Se fosse arrivato un alfa qualsiasi, Galo sarebbe stato vulnerabile… Lio stesso era un pericolo per l'altro ragazzo.

«A-andiamo», balbettó nervoso, aggrappandosi al dolore delle sue labbra torturare dai denti.

Galo faticava a restare in piedi e Lio fu costretto a sorreggerlo sul pianerottolo mentre lo faceva entrare nell'appartamento.

"Devo resistere. Devo resistere", si ripeté senza fine Lio, passo dopo passo, cercando di ignorare i desideri e tutti quei pensieri osceni che lo avrebbero reso pericoloso per Galo.

Lo voleva, ma non in quel modo. Voleva che Galo fosse nel pieno delle sue facoltà mentali e non animato da quel calore così fuori luogo.

Ma era difficile trattenersi, perché il suo compagno sembrava soffrire per davvero e Lio sentiva il bisogno di confortarlo.

Lo portò fino alla camera da letto, lasciandolo cadere sul letto quasi di peso.

«T-ti preparo… dell'acqua perché devi… r-restare idratato», spiegò, tentando sin da subito di mettere un po' di distanza tra sé e il corpo dell'altro.

Galo gemette dolorante, chiudendosi in posizione fetale.

«Male...», si lamentò a denti stretti, ansimando rumorosamente.

Lio si diede rapidamente alla fuga, fondandosi in cucina per prendere sia l'acqua che per infilare la testa sotto il getto ghiacciato del lavandino, sperando che quella sorta di shock termico lo aiutasse a controllarsi.

Poteva farcela, anzi: doveva farcela. Avrebbe portato l'acqua a Galo e lo avrebbe lasciato lì.
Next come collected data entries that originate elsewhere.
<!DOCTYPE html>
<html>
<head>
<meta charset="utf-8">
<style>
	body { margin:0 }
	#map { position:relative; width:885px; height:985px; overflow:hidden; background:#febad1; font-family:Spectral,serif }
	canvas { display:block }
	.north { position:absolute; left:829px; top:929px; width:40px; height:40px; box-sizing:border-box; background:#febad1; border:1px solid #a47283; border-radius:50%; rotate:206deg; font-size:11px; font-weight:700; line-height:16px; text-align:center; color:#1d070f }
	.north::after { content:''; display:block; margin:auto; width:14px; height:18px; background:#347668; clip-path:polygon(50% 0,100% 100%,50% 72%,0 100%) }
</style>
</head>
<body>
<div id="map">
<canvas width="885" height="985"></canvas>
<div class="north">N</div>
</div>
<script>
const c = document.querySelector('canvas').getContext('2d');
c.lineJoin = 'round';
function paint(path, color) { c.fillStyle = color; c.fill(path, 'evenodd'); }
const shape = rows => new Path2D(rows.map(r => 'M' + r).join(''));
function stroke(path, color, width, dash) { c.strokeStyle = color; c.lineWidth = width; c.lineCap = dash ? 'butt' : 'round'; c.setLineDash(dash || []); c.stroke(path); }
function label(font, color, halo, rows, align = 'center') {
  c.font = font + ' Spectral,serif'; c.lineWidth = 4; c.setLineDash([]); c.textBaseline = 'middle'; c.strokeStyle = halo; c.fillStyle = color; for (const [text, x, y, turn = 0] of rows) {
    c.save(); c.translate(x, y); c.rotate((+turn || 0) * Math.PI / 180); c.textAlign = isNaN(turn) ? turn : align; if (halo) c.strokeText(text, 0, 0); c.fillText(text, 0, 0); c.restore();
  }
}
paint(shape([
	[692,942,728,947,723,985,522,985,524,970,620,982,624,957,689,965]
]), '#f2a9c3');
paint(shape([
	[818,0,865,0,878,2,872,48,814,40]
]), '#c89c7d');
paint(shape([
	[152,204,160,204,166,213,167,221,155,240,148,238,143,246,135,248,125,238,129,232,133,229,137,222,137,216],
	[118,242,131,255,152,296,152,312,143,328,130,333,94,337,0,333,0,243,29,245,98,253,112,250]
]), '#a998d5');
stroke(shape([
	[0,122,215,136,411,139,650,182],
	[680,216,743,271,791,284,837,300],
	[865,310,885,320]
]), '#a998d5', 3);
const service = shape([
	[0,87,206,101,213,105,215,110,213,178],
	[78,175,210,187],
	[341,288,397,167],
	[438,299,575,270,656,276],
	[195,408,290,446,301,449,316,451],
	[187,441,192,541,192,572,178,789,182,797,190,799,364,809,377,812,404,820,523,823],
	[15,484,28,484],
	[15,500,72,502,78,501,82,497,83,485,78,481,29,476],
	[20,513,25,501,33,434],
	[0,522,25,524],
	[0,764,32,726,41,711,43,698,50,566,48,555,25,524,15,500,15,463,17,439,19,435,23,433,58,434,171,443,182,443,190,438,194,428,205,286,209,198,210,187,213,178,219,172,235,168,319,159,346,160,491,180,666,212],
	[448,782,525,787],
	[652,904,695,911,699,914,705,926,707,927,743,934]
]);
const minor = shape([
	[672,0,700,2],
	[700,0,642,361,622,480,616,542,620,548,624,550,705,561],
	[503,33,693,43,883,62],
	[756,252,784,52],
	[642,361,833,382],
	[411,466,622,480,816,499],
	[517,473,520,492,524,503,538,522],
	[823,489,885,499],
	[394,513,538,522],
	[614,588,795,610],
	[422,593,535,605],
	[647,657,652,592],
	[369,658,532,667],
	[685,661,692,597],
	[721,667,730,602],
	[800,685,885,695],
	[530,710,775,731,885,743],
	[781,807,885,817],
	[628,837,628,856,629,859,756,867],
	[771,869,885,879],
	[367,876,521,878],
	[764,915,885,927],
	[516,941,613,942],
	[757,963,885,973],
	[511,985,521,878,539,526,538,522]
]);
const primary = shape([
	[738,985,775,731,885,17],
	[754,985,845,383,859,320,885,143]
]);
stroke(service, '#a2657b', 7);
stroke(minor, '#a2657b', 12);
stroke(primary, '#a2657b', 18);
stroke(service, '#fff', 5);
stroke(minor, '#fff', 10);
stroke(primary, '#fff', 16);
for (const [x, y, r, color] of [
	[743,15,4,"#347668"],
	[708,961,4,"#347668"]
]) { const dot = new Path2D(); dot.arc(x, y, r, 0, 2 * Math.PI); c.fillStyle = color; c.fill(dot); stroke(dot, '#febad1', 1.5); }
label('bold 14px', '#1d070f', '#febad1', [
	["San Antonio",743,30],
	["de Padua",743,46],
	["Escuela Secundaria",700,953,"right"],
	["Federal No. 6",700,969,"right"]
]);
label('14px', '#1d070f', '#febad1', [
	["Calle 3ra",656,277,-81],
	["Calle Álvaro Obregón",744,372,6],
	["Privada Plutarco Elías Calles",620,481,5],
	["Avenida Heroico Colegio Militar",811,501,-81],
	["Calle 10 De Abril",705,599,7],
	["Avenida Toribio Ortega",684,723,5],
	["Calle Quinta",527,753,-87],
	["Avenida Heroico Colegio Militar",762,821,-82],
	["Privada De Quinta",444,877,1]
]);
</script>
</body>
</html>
Doveva essere una cosa semplice che non avrebbe messo a repentaglio la loro amicizia e quel rapporto che per Lio era più importante di ogni altra cosa.

Tremante, ma con quel bisogno ben stampato in mente, tornó sui suoi passi pronto ad affrontare ancora quell'odore tanto dolce e ammaliante.

La scena che lo accolse mise a dura prova il suo autocontrollo, Galo infatti aveva lanciato verso la porta la sua giacca e si era aperto i pantaloni per dare sollievo alla sua erezione, ma più di tutto… stava continuando a gemere il nome di Lio, come se solo quello fosse in grado di donargli un po' di conforto.

Lio fu costretto a trattenere il respiro, ma fece ugualmente qualche passo all'interno della camera.

«La-lascio qui l'acqua», mormorò, «io… devo andare».

«N-no».

La lamentela di Galo lo colpì come uno schiaffo.

«Non posso… non sei in te… io non sono in me», spiegò, incapace di dare alla sua voce un tono sicuro.

L'altro emise un altro gemito lamentoso per quel rifiuto.

«Ma ne ho bisogno», pigoló, «n-non di un alfa… ma di te».

Lio fece un passo indietro, cercando di mettere distanza tra lui e Galo.

«Non sei in te», gracchió.

«Con te vicino… fa meno male», spiegò, come se fosse la cosa più importante e che mise Lio in una posizione scomoda.

Era una dichiarazione o era un desiderio dettato dal calore?

Lio voleva per davvero che fosse una dichiarazione, che Galo lo desiderasse per davvero e non per quello che il secondo genere lo portava a volere in quei momenti.

Cosa doveva fare?

«Galo...», gemette a sua volta, disperato, «quando sarà tutto finito… ne riparleremo».

Era stato difficile pronunciare quelle parole e lo fu ancora di più togliersi la giacca per lanciarla sopra Galo, nella speranza che il suo odore potesse dargli per davvero quel conforto del quale aveva bisogno.

Corse letteralmente fuori dalla stanza, sbattendo la porta alle sue spalle ed appoggiandovisi poi contro per non farla più riaprire.

Sentiva il cuore battergli forte in petto, pronto a esplodere. Neanche quella sorta di barriera, creata dalla porta, riuscì a dargli una sorta di sollievo… perché alle sue spalle c'era ancora Galo. Lo stesso Galo che stava sicuramente utilizzando la sua giacca - il suo odore da alfa - per trovare un po' di conforto da quel dolore.

Si era cacciato in un vero e proprio guaio, e non sapeva come sarebbe riuscito a guardare di nuovo in faccia il suo compagno dopo quel momento.

Avrebbero per davvero affrontato quella discussione? O sarebbero stati entrambi troppo imbarazzati per riuscire a farlo?

Lio non lo sapeva e, in quell'istante, non era certo di volerlo sapere… non mentre i gemiti di Galo iniziavano a riempire l'aria già ardente di quell'appartamento.